-- BRIEF --
Find every line in the data that contains the word "overflow". Return each of those lines.

-- INPUT DATA --
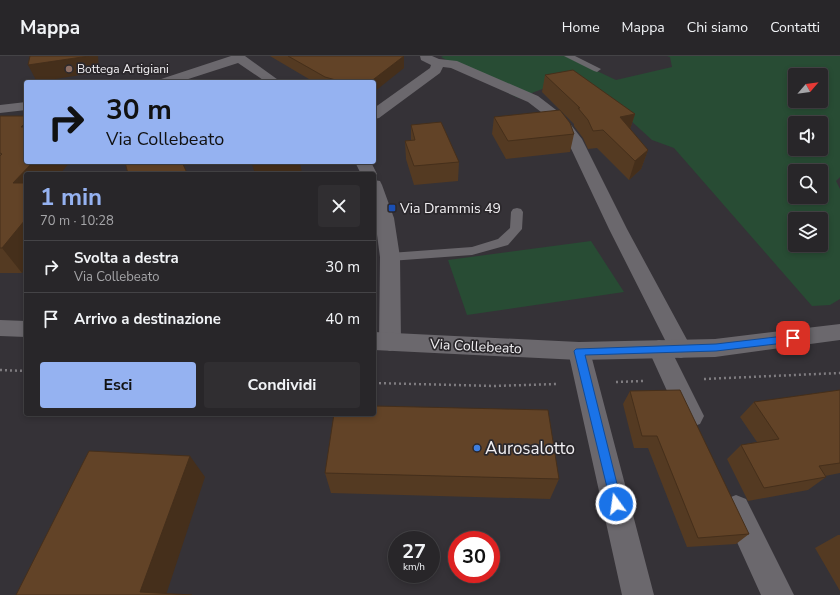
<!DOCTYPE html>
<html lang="it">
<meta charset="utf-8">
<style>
body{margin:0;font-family:"Nunito Sans",sans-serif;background:#302e31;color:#f1f3f6;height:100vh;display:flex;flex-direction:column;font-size:15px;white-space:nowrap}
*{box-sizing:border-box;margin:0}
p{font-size:13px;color:#a5a5a8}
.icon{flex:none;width:22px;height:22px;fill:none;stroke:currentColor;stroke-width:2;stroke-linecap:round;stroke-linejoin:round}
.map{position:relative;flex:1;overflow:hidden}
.side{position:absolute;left:24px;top:116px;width:352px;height:244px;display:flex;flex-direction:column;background:#282629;border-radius:4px;box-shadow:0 2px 6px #0003,0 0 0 1px #444346}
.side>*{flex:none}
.hud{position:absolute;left:24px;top:24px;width:352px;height:84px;border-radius:4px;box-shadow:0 2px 6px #0003,0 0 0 1px #444346;background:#95b2f1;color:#111;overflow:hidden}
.needle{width:26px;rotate:62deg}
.tools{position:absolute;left:788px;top:12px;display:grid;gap:8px}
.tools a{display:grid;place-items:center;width:40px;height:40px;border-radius:4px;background:#282629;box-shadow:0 2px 6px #0003,0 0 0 1px #444346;font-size:20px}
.speed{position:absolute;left:388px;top:475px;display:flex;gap:8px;font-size:20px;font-weight:700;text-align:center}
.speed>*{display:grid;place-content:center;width:52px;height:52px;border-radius:50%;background:#282629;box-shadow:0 2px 6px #0003,0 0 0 1px #444346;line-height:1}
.speed small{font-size:10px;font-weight:400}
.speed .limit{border:6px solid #d22;background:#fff;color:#111}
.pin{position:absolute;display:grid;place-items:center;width:34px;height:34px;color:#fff;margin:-17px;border-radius:8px;box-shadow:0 2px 6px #0006}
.me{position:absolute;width:44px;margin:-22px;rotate:346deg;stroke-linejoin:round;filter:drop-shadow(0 0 3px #0008)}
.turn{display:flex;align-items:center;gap:14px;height:84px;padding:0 16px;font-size:18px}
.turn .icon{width:52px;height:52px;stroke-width:2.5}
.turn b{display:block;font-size:28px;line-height:34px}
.round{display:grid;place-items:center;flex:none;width:42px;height:42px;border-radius:4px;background:#302e31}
.summary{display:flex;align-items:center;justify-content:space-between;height:68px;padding:0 16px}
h1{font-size:24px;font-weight:700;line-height:30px;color:#95b2f1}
.button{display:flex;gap:8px;margin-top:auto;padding:8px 16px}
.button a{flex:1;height:46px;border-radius:4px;background:#95b2f1;color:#111;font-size:16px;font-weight:700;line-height:46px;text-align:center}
.button a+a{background:#302e31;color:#f1f3f6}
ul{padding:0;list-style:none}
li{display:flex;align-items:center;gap:12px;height:52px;padding:0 16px;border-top:1px solid #444346}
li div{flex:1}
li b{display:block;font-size:15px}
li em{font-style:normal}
header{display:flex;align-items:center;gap:24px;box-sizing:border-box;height:56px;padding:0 20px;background:#282629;border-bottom:1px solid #444346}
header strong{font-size:19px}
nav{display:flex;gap:22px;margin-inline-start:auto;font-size:14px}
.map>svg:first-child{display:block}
.green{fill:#284c34;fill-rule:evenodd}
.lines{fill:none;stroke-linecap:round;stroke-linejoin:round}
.path{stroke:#7f7c80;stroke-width:2.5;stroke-dasharray:2 3;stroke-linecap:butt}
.lane{fill:#6b686d;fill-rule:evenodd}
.street{fill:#6b686d;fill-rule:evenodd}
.secondary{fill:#6b686d;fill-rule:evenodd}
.wall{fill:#543a22}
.shaded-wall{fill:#452f1b}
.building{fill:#624327;stroke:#452f1b}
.route{fill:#1a73e8;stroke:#114b97}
.education-dot{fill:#8d6e63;stroke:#2b282c;stroke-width:1.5}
.transit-dot{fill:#1a4fb4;stroke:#2b282c;stroke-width:1.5}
.shop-dot{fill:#3f7fe0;stroke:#2b282c;stroke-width:1.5}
.labels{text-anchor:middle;stroke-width:3.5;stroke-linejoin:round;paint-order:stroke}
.far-poi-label{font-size:12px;fill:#f1eff2;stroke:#2b282c;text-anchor:start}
.poi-label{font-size:14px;fill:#f1eff2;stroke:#2b282c;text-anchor:start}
.street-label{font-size:14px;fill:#f1eff2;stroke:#2b282c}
.near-poi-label{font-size:17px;fill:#f1eff2;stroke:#2b282c;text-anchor:start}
</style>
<header>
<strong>Mappa</strong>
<nav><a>Home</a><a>Mappa</a><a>Chi siamo</a><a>Contatti</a></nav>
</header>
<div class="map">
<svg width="840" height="539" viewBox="0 0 840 539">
<rect width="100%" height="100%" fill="#353237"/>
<path class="green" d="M443,0H565L616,24L672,11L670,1L667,0H840V121L836,125L840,133V243L830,249L812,250L674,92L652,84L629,63L567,24L518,42L441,1ZM795,19H821V45H795ZM795,67H821V93H795ZM795,115H821V141H795ZM795,163H821V189H795Z
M591,185L624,236L467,259L448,204Z"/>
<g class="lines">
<path class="path" d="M0,314L26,315
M704,323L840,317
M616,326L643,325
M374,327L494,330L557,328"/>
<path class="lane" d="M564,0H575L601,13L597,16L594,15Z
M517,152L521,153L523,156L522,173L508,189L472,199L390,205L385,204L383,201L385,198L390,197L472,191L498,183L510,172L511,156L513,153Z"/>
<path class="street" d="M231,0H245L281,26H266L238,7L179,26H159L161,23Z
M420,0H432L439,3L457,5L538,40L564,60L582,83L627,173L692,293L689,299L681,302L674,300L704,360L700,368L691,371L682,368L648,293L651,287L659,284L666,286L609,173L567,84L554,66L528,46L451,12L443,11L440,17L379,62L374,63V52L430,12L431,9L421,4Z
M26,46V54L0,57V49Z
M355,106H371L377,118L374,122V118H361Z
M374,124L380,125L382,129L394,162L400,201L401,286L398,292L390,295L382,292L379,286L380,201L374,156Z
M579,286L587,289L590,295L654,539H622L568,295L571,289Z
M736,439L746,443L794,539H761L722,453L726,443Z"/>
<path class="secondary" d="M0,264L26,265V281L0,280Z
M840,268V284L715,301L579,304L374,294V276L579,286L715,283Z"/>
</g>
<path class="wall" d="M270,0H404V12L374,26H314Z
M545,19L635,58L630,73L648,94L641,113L629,124L597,92L588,93L583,82L574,70V68L542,36Z
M0,60L26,118L22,217H0Z
M494,61L574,78L570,96L506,103L492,78Z
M411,69L459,106L458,125L414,129L406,103L405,85L411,84Z
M840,334V417L825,420L826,421L808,434L748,445L727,403L741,389L757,386L740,361L754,346Z
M630,335L749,478L736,488L687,491L648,392H634L623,348Z
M325,417L559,423L550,443L331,437Z
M838,479H840V535L815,492Z"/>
<path class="shaded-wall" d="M89,0H98L99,16L37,26L28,9Z
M404,0V12L374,36V26H370Z
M635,58L629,76L620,61Z
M26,66V79L21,71Z
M648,94L641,113L629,124L635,105Z
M33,106H70L60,118H26V146L13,127Z
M258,106H300L302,118H255L252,108Z
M25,158H26V212L22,217L2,192Z
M190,400L205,421L166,539L140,536Z"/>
<path class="building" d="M30,0H89L28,9Z
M288,0H404L370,26H343L325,21Z
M573,14L635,58L620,61L648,94L635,105L603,74L593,75L588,64L578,52H580L545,19Z
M560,54L570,67L574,78L508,85L494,61Z
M0,60H26V66L21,71H26V106H33L13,127H26V158H25V164L2,192H0V100L2,98L0,97Z
M441,66L459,106L414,110L405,85L415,84L411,69Z
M125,106H182L187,117L183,118H128Z
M680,334L749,478L698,482L657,380H642L630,335Z
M840,334V407L819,410L826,421L764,432L741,389L779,383L754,346Z
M374,350L548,354L559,423L325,417L334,358H374Z
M89,395L190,400L140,536L192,539H16Z"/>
<path class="route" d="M793,279L798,282L793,286L716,295L585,299L622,448L620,452L616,454L612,452L574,295L576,293L716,288Z"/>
<circle class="education-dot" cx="69" cy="13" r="4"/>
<rect class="transit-dot" x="388" y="148" width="8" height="8" rx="2"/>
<circle class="shop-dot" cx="477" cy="392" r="4"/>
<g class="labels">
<g class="far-poi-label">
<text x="77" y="17">Bottega Artigiani</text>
</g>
<g class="poi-label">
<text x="400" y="157">Via Drammis 49</text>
</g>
<g class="street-label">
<text transform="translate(476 290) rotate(3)" y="5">Via Collebeato</text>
</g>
<g class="near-poi-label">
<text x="485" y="398">Aurosalotto</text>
</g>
</g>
</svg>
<div class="tools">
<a><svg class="needle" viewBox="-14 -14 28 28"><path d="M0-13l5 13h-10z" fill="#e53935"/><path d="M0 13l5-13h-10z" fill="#a5a5a8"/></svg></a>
<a><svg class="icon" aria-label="sound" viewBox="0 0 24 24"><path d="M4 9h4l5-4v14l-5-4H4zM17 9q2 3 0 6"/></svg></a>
<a><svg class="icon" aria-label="search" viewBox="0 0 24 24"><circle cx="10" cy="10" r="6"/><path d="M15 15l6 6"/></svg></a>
<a><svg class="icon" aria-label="layers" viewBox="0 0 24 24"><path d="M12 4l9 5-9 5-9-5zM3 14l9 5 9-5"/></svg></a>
</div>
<div class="speed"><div>27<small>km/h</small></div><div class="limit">30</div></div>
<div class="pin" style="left:793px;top:282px;background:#d93025"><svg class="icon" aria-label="arrive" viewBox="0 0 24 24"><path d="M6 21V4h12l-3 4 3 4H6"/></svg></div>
<svg class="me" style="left:616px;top:448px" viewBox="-20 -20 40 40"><circle r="17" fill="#1a73e8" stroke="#fff" stroke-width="3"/><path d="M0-11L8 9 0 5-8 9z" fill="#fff"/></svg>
<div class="hud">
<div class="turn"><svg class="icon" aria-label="right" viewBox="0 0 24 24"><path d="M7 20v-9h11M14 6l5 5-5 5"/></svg><div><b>30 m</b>Via Collebeato</div></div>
</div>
<section class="side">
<div class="summary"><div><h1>1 min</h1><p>70 m · 10:28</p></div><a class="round"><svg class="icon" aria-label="close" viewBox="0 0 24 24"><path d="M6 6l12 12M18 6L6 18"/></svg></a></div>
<ul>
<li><svg class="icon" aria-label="right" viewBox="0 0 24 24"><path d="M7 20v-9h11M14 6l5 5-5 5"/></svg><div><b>Svolta a destra</b><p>Via Collebeato</p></div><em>30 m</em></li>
<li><svg class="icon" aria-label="arrive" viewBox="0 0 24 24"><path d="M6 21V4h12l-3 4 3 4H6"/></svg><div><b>Arrivo a destinazione</b></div><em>40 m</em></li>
</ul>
<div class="button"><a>Esci</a><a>Condividi</a></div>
</section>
</div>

-- FINISHED EXERCISE --
.map{position:relative;flex:1;overflow:hidden}
.hud{position:absolute;left:24px;top:24px;width:352px;height:84px;border-radius:4px;box-shadow:0 2px 6px #0003,0 0 0 1px #444346;background:#95b2f1;color:#111;overflow:hidden}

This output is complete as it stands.